Let's see... Oh yea, I watched Feng Zhong Shao Lin with Mum and Dad at Esplanade last week. One word, DOPE. Haha, won't fill you guys on the details. The word says it all. :p


Choreographers Napoleon and Tabitha are dope. They choreographed a few items for SYTYCD season4. Their style is mostly lyrical hip hop. But I felt that they brought it a step furter. Emo hip hop. Wahaha... watching their choreography, it narrates, hand in hand with the song. It's not just about the tricks and being on beat. But the dancers were on beat of course. And I can see that they incorporate other so called non-hip hop movements, these help to express the chemistry between the two dancers in their duet. They're good... ... wow =p


Okay here's the boring section of this post zzz zzz. Me and my conflicts within. Still doing not so bad. Previously, I was working on being independent. Got better at it =) Yea,*pat my own back... I'm functioning well almost 24/7. Sadly, I still have signs and moments of breaking up when, well... you guys know, I assume. I'm still trying to think of a way to figure this out. Anyway, I still got tons of other flaws. Can't think straight now so I don't know what I should work on next. Gimme a few more days to ponder about it.

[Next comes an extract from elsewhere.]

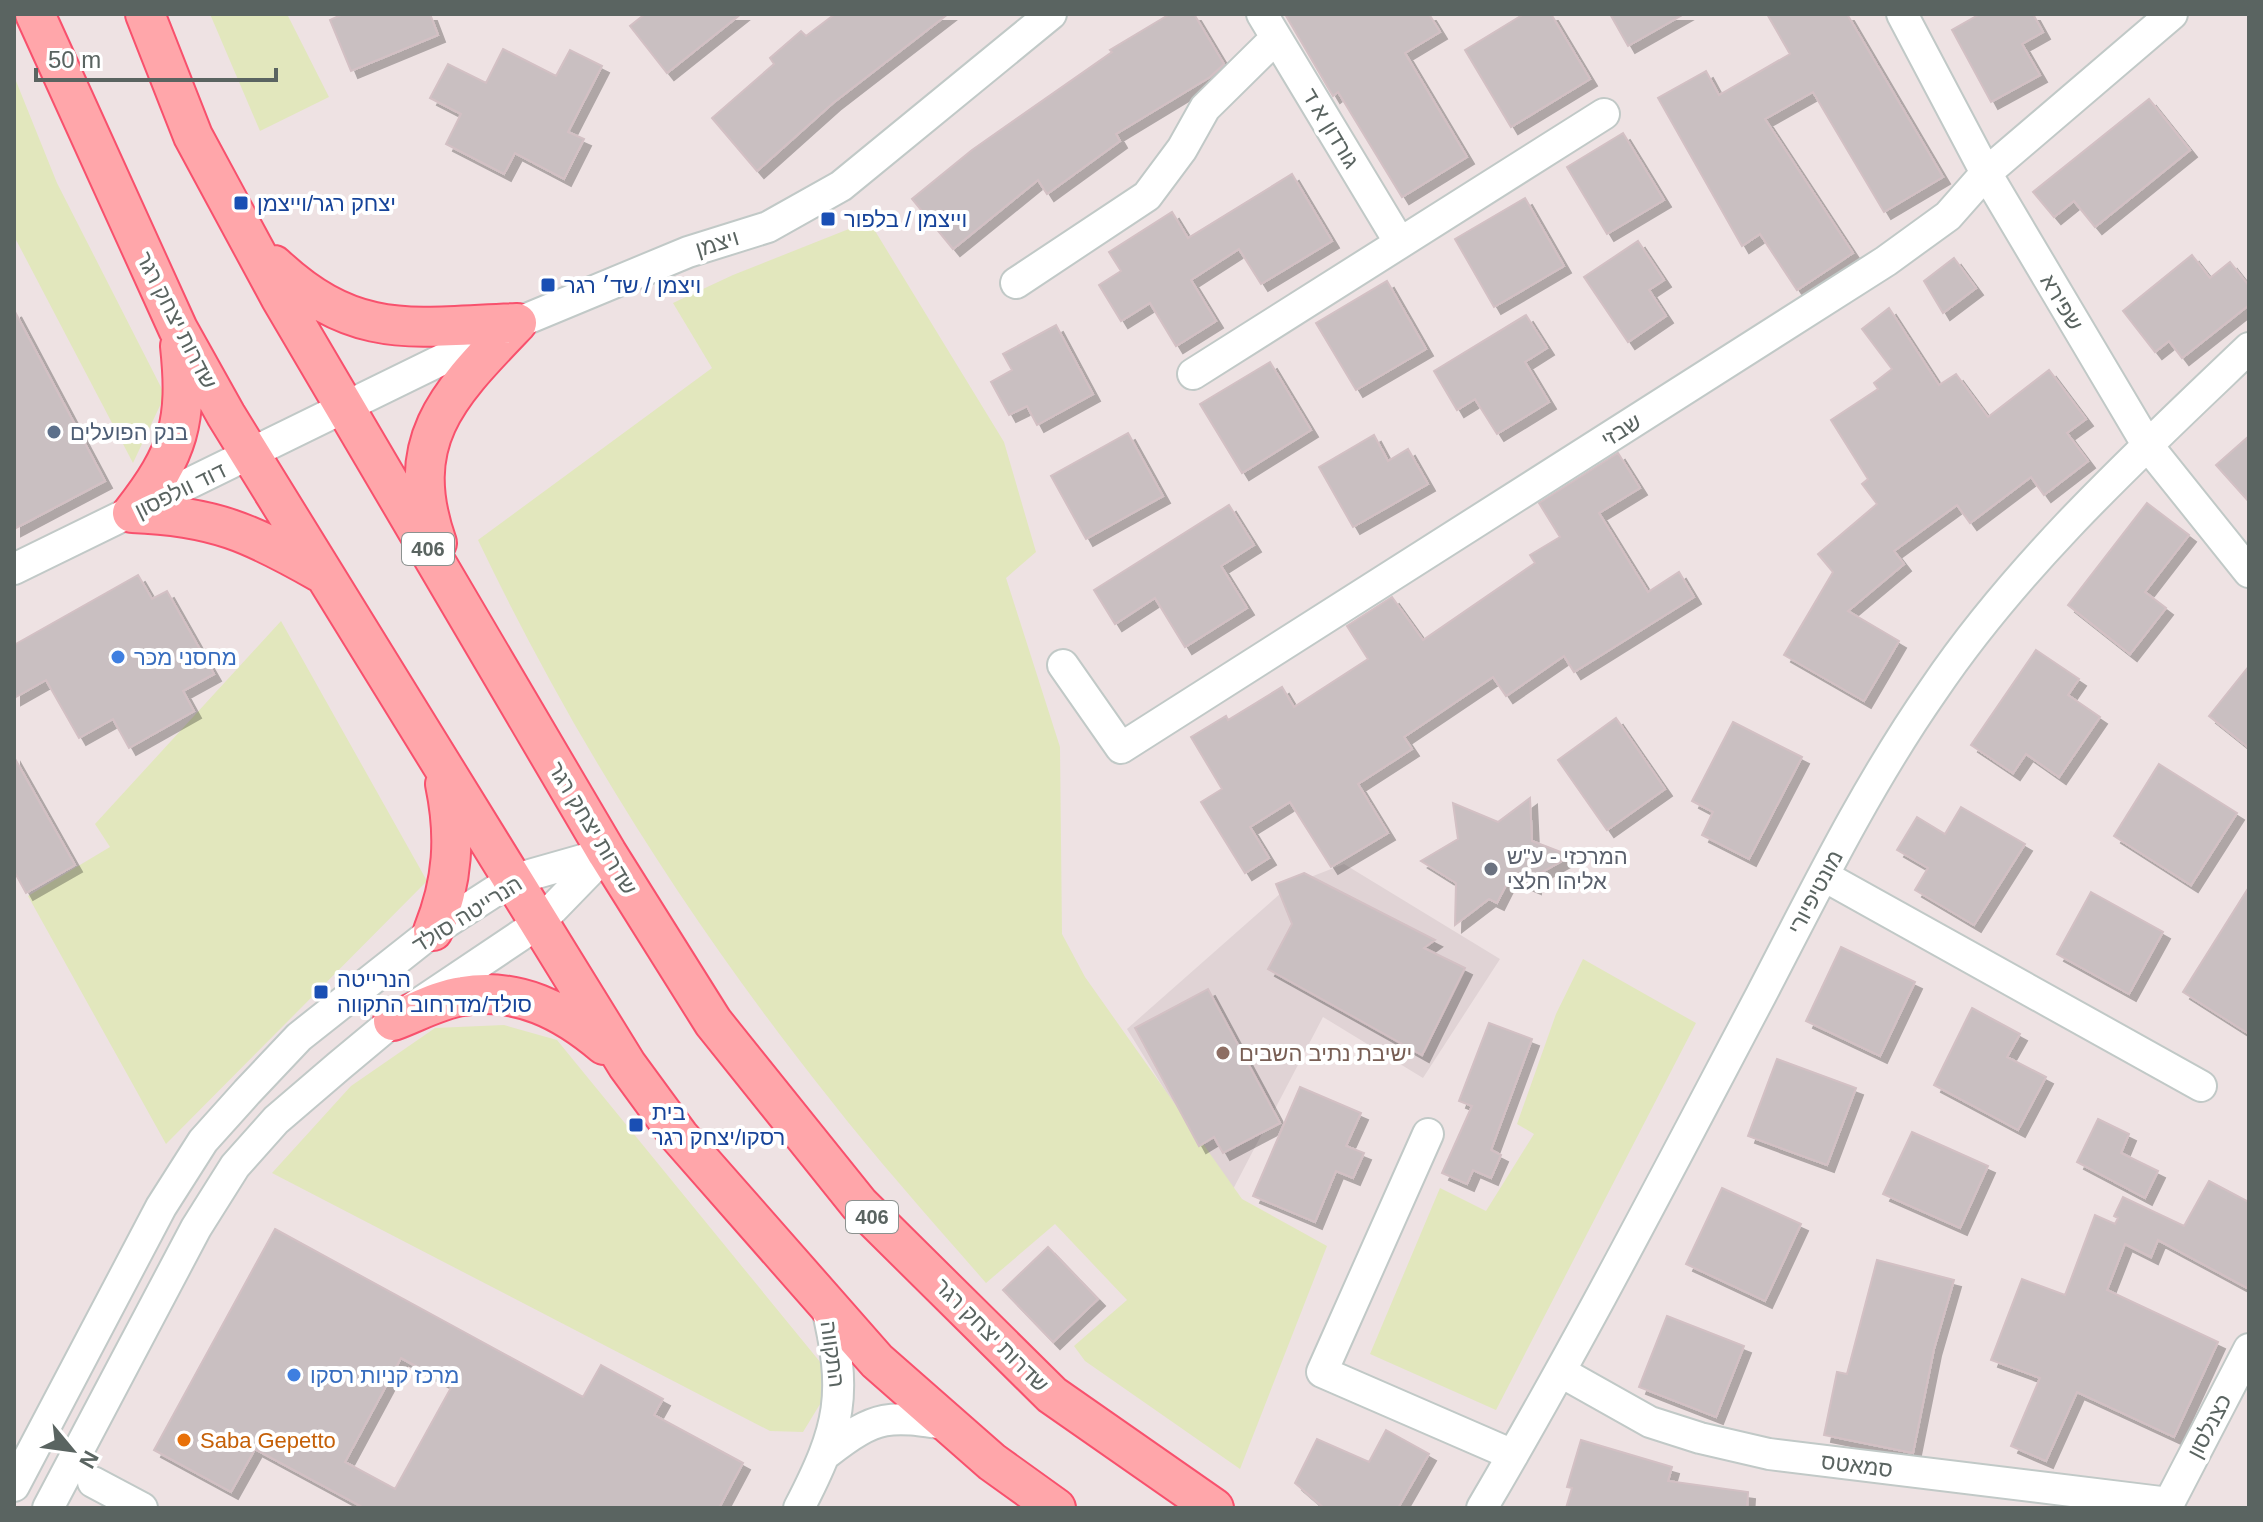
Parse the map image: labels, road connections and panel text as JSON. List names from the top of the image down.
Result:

Sorry, can't put any more thoughts into words already. That's why I'm not a writer.


Right now, I feel so lost. But staying strong! Haha, go hard!


Crap, I'm not a Leo. I don't feel like a Leo.


Haha, peace y'all.

Tuesday, July 22, 2008

Not worth Reading... Ha

Don't really have something in mind to blog. Well here are just random stuffs and things that I did today. Well, technically it's yesterday...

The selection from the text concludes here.